• [TASK BRIEF]:
Give back the lines below exactly, but do not include any pictures.
[[ RECORD SET, beginning ]]
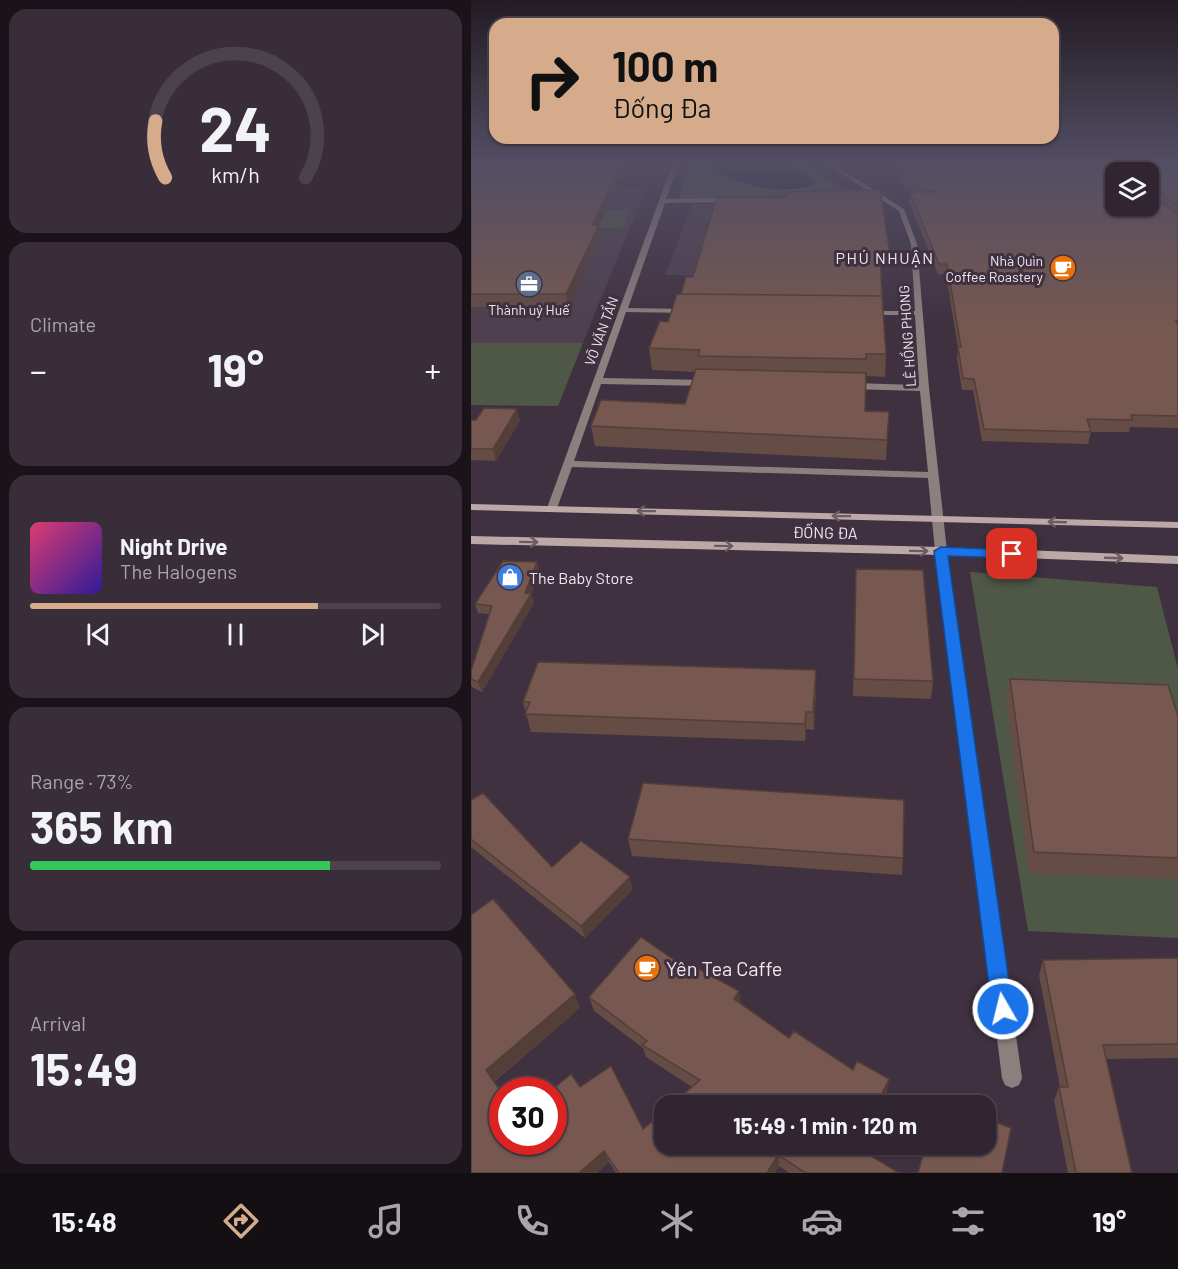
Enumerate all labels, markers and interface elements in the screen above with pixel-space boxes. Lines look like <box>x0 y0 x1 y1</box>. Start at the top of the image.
text: 100 m <box>612 40 718 90</box>
icon: right <box>513 42 591 120</box>
text: 24 <box>199 90 272 164</box>
text: Đống Đa <box>612 91 711 123</box>
text: km/h <box>211 162 260 187</box>
map controls <box>1105 162 1159 216</box>
button: layers <box>1105 162 1159 216</box>
district label: PHÚ NHUẬN <box>835 248 935 267</box>
place label: Nhà Quìn Coffee Roastery <box>946 252 1044 285</box>
cafe icon: Nhà Quìn Coffee Roastery <box>1048 253 1078 283</box>
office icon: Thành uỷ Huế <box>514 269 544 299</box>
street label: LÊ HỒNG PHONG <box>895 284 919 388</box>
street label: VÕ VĂN TẦN <box>581 294 621 368</box>
place label: Thành uỷ Huế <box>488 301 570 318</box>
text: Climate <box>30 312 96 336</box>
text: 19° <box>207 342 264 396</box>
text: − <box>30 350 47 390</box>
text: + <box>425 350 441 390</box>
one-way arrow <box>636 505 656 517</box>
one-way arrow <box>831 510 851 522</box>
one-way arrow <box>1047 516 1067 527</box>
street label: ĐỐNG ĐA <box>792 522 858 542</box>
pin <box>986 528 1037 579</box>
text: Night Drive <box>120 533 228 559</box>
one-way arrow <box>519 536 539 548</box>
icon: arrive <box>995 537 1028 570</box>
one-way arrow <box>714 541 734 552</box>
one-way arrow <box>909 545 929 557</box>
one-way arrow <box>1104 552 1124 563</box>
text: The Halogens <box>120 559 237 583</box>
shop icon: The Baby Store <box>495 562 525 592</box>
place label: The Baby Store <box>529 568 634 587</box>
icon: previous <box>82 618 115 651</box>
icon: pause <box>219 618 252 651</box>
icon: next <box>356 618 389 651</box>
text: Range · 73% <box>30 769 134 793</box>
text: 365 km <box>30 799 173 853</box>
cafe icon: Yên Tea Caffe <box>632 953 662 983</box>
place label: Yên Tea Caffe <box>666 956 782 980</box>
position arrow <box>971 977 1035 1041</box>
text: Arrival <box>30 1011 86 1035</box>
text: 15:49 <box>30 1041 138 1095</box>
speed limit sign: 30 <box>489 1077 567 1155</box>
text: 15:49 · 1 min · 120 m <box>733 1112 917 1138</box>
icon: directions <box>220 1200 262 1242</box>
icon: music <box>365 1200 407 1242</box>
icon: phone <box>511 1200 553 1242</box>
icon: climate <box>656 1200 698 1242</box>
icon: car <box>801 1200 843 1242</box>
icon: filters <box>947 1200 989 1242</box>
text: 15:48 <box>52 1205 117 1237</box>
text: 19° <box>1092 1205 1126 1237</box>

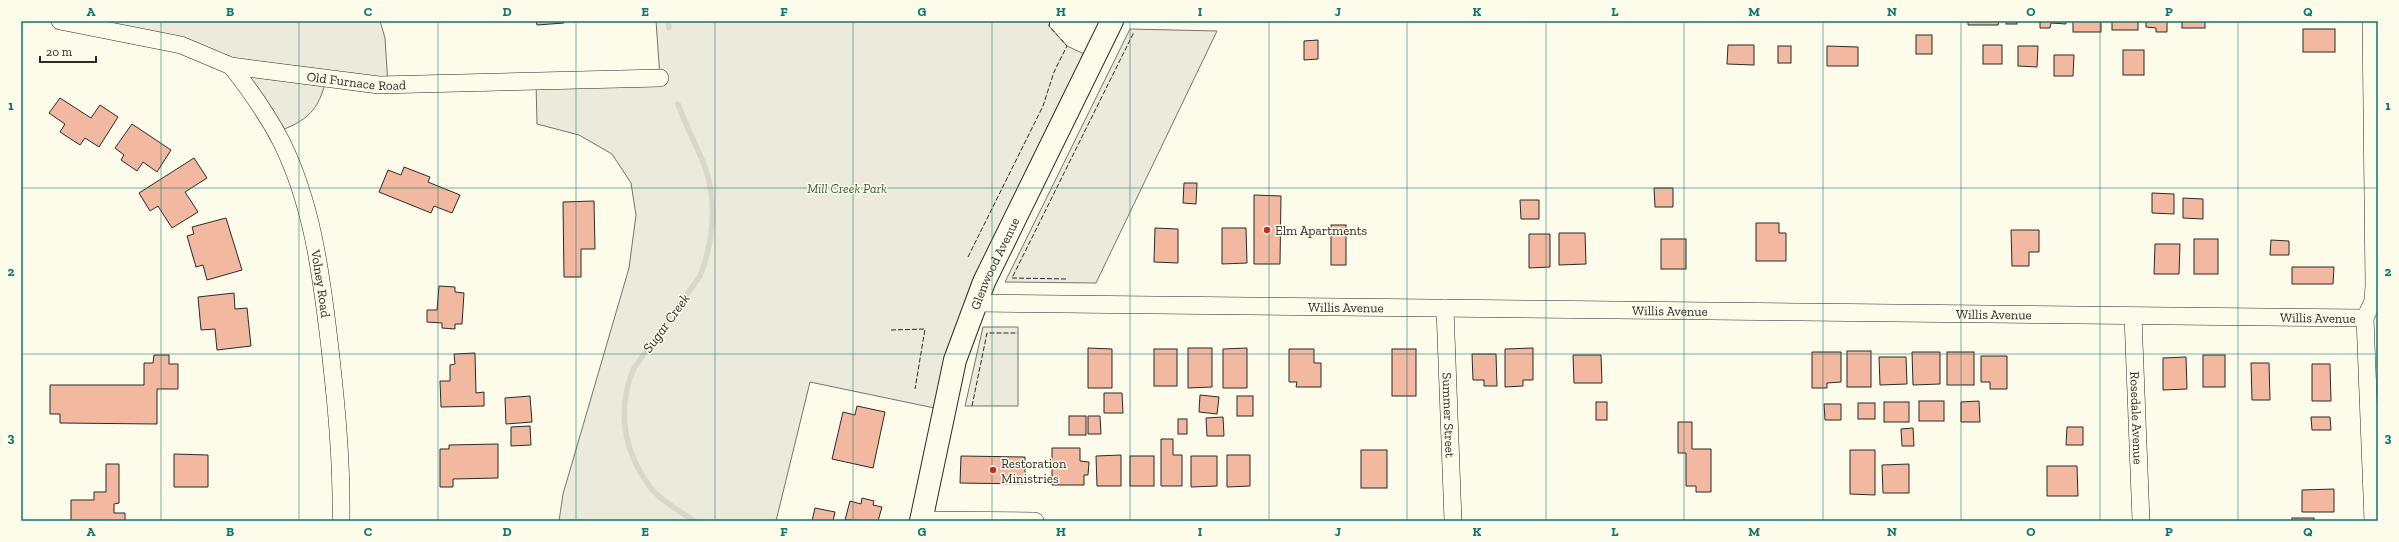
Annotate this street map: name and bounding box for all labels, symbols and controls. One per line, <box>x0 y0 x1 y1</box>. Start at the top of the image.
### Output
text: A <box>87 4 96 19</box>
text: B <box>226 4 234 19</box>
text: C <box>364 4 372 19</box>
text: D <box>502 4 512 19</box>
text: E <box>641 4 649 19</box>
text: F <box>780 4 788 19</box>
text: G <box>918 4 927 19</box>
text: H <box>1056 4 1066 19</box>
text: I <box>1198 4 1203 19</box>
text: J <box>1335 4 1341 19</box>
text: K <box>1473 4 1482 19</box>
text: L <box>1611 4 1619 19</box>
text: M <box>1748 4 1760 19</box>
text: N <box>1887 4 1897 19</box>
text: O <box>2026 4 2036 19</box>
text: P <box>2165 4 2173 19</box>
text: Q <box>2303 4 2313 19</box>
scale bar <box>40 38 96 64</box>
text: 20 m <box>46 45 73 59</box>
street label: Old Furnace Road <box>306 69 406 93</box>
text: 1 <box>8 98 14 113</box>
text: 1 <box>2385 98 2391 113</box>
park label: Mill Creek Park <box>807 181 887 196</box>
street label: Glenwood Avenue <box>967 215 1023 312</box>
place label: Elm Apartments <box>1275 223 1368 238</box>
marker: Elm Apartments <box>1262 225 1272 235</box>
street label: Volney Road <box>308 247 333 318</box>
text: 2 <box>8 264 15 279</box>
text: 2 <box>2385 264 2392 279</box>
water label: Sugar Creek <box>639 291 693 356</box>
street label: Willis Avenue <box>1308 300 1384 315</box>
street label: Willis Avenue <box>1632 303 1708 319</box>
street label: Willis Avenue <box>1956 307 2032 322</box>
street label: Willis Avenue <box>2280 310 2356 326</box>
street label: Rosedale Avenue <box>2127 371 2146 465</box>
street label: Summer Street <box>1439 372 1458 458</box>
text: 3 <box>8 430 15 445</box>
text: 3 <box>2385 430 2392 445</box>
place label: Restoration Ministries <box>1001 456 1067 486</box>
marker: Restoration Ministries <box>988 465 998 475</box>
text: A <box>87 524 96 539</box>
text: B <box>226 524 234 539</box>
text: C <box>364 524 372 539</box>
text: D <box>502 524 512 539</box>
text: E <box>641 524 649 539</box>
text: F <box>780 524 788 539</box>
text: G <box>918 524 927 539</box>
text: H <box>1056 524 1066 539</box>
text: I <box>1198 524 1203 539</box>
text: J <box>1335 524 1341 539</box>
text: K <box>1473 524 1482 539</box>
text: L <box>1611 524 1619 539</box>
text: M <box>1748 524 1760 539</box>
text: N <box>1887 524 1897 539</box>
text: O <box>2026 524 2036 539</box>
text: P <box>2165 524 2173 539</box>
text: Q <box>2303 524 2313 539</box>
[[ RECORD SET, end ]]
• [EXERCISE OUTPUT]:
Enumerate all labels, markers and interface elements in the screen above with pixel-space boxes. Lines look like <box>x0 y0 x1 y1</box>. Start at the top of the image.
text: 100 m <box>612 40 718 90</box>
icon: right <box>513 42 591 120</box>
text: 24 <box>199 90 272 164</box>
text: Đống Đa <box>612 91 711 123</box>
text: km/h <box>211 162 260 187</box>
map controls <box>1105 162 1159 216</box>
button: layers <box>1105 162 1159 216</box>
district label: PHÚ NHUẬN <box>835 248 935 267</box>
place label: Nhà Quìn Coffee Roastery <box>946 252 1044 285</box>
cafe icon: Nhà Quìn Coffee Roastery <box>1048 253 1078 283</box>
office icon: Thành uỷ Huế <box>514 269 544 299</box>
street label: LÊ HỒNG PHONG <box>895 284 919 388</box>
street label: VÕ VĂN TẦN <box>581 294 621 368</box>
place label: Thành uỷ Huế <box>488 301 570 318</box>
text: Climate <box>30 312 96 336</box>
text: 19° <box>207 342 264 396</box>
text: − <box>30 350 47 390</box>
text: + <box>425 350 441 390</box>
one-way arrow <box>636 505 656 517</box>
one-way arrow <box>831 510 851 522</box>
one-way arrow <box>1047 516 1067 527</box>
street label: ĐỐNG ĐA <box>792 522 858 542</box>
pin <box>986 528 1037 579</box>
text: Night Drive <box>120 533 228 559</box>
one-way arrow <box>519 536 539 548</box>
icon: arrive <box>995 537 1028 570</box>
one-way arrow <box>714 541 734 552</box>
one-way arrow <box>909 545 929 557</box>
one-way arrow <box>1104 552 1124 563</box>
text: The Halogens <box>120 559 237 583</box>
shop icon: The Baby Store <box>495 562 525 592</box>
place label: The Baby Store <box>529 568 634 587</box>
icon: previous <box>82 618 115 651</box>
icon: pause <box>219 618 252 651</box>
icon: next <box>356 618 389 651</box>
text: Range · 73% <box>30 769 134 793</box>
text: 365 km <box>30 799 173 853</box>
cafe icon: Yên Tea Caffe <box>632 953 662 983</box>
place label: Yên Tea Caffe <box>666 956 782 980</box>
position arrow <box>971 977 1035 1041</box>
text: Arrival <box>30 1011 86 1035</box>
text: 15:49 <box>30 1041 138 1095</box>
speed limit sign: 30 <box>489 1077 567 1155</box>
text: 15:49 · 1 min · 120 m <box>733 1112 917 1138</box>
icon: directions <box>220 1200 262 1242</box>
icon: music <box>365 1200 407 1242</box>
icon: phone <box>511 1200 553 1242</box>
icon: climate <box>656 1200 698 1242</box>
icon: car <box>801 1200 843 1242</box>
icon: filters <box>947 1200 989 1242</box>
text: 15:48 <box>52 1205 117 1237</box>
text: 19° <box>1092 1205 1126 1237</box>

Annotate this street map: name and bounding box for all labels, symbols and controls. One per line, <box>x0 y0 x1 y1</box>. Start at the top of the image.
### Output
text: A <box>87 4 96 19</box>
text: B <box>226 4 234 19</box>
text: C <box>364 4 372 19</box>
text: D <box>502 4 512 19</box>
text: E <box>641 4 649 19</box>
text: F <box>780 4 788 19</box>
text: G <box>918 4 927 19</box>
text: H <box>1056 4 1066 19</box>
text: I <box>1198 4 1203 19</box>
text: J <box>1335 4 1341 19</box>
text: K <box>1473 4 1482 19</box>
text: L <box>1611 4 1619 19</box>
text: M <box>1748 4 1760 19</box>
text: N <box>1887 4 1897 19</box>
text: O <box>2026 4 2036 19</box>
text: P <box>2165 4 2173 19</box>
text: Q <box>2303 4 2313 19</box>
scale bar <box>40 38 96 64</box>
text: 20 m <box>46 45 73 59</box>
street label: Old Furnace Road <box>306 69 406 93</box>
text: 1 <box>8 98 14 113</box>
text: 1 <box>2385 98 2391 113</box>
park label: Mill Creek Park <box>807 181 887 196</box>
street label: Glenwood Avenue <box>967 215 1023 312</box>
place label: Elm Apartments <box>1275 223 1368 238</box>
marker: Elm Apartments <box>1262 225 1272 235</box>
street label: Volney Road <box>308 247 333 318</box>
text: 2 <box>8 264 15 279</box>
text: 2 <box>2385 264 2392 279</box>
water label: Sugar Creek <box>639 291 693 356</box>
street label: Willis Avenue <box>1308 300 1384 315</box>
street label: Willis Avenue <box>1632 303 1708 319</box>
street label: Willis Avenue <box>1956 307 2032 322</box>
street label: Willis Avenue <box>2280 310 2356 326</box>
street label: Rosedale Avenue <box>2127 371 2146 465</box>
street label: Summer Street <box>1439 372 1458 458</box>
text: 3 <box>8 430 15 445</box>
text: 3 <box>2385 430 2392 445</box>
place label: Restoration Ministries <box>1001 456 1067 486</box>
marker: Restoration Ministries <box>988 465 998 475</box>
text: A <box>87 524 96 539</box>
text: B <box>226 524 234 539</box>
text: C <box>364 524 372 539</box>
text: D <box>502 524 512 539</box>
text: E <box>641 524 649 539</box>
text: F <box>780 524 788 539</box>
text: G <box>918 524 927 539</box>
text: H <box>1056 524 1066 539</box>
text: I <box>1198 524 1203 539</box>
text: J <box>1335 524 1341 539</box>
text: K <box>1473 524 1482 539</box>
text: L <box>1611 524 1619 539</box>
text: M <box>1748 524 1760 539</box>
text: N <box>1887 524 1897 539</box>
text: O <box>2026 524 2036 539</box>
text: P <box>2165 524 2173 539</box>
text: Q <box>2303 524 2313 539</box>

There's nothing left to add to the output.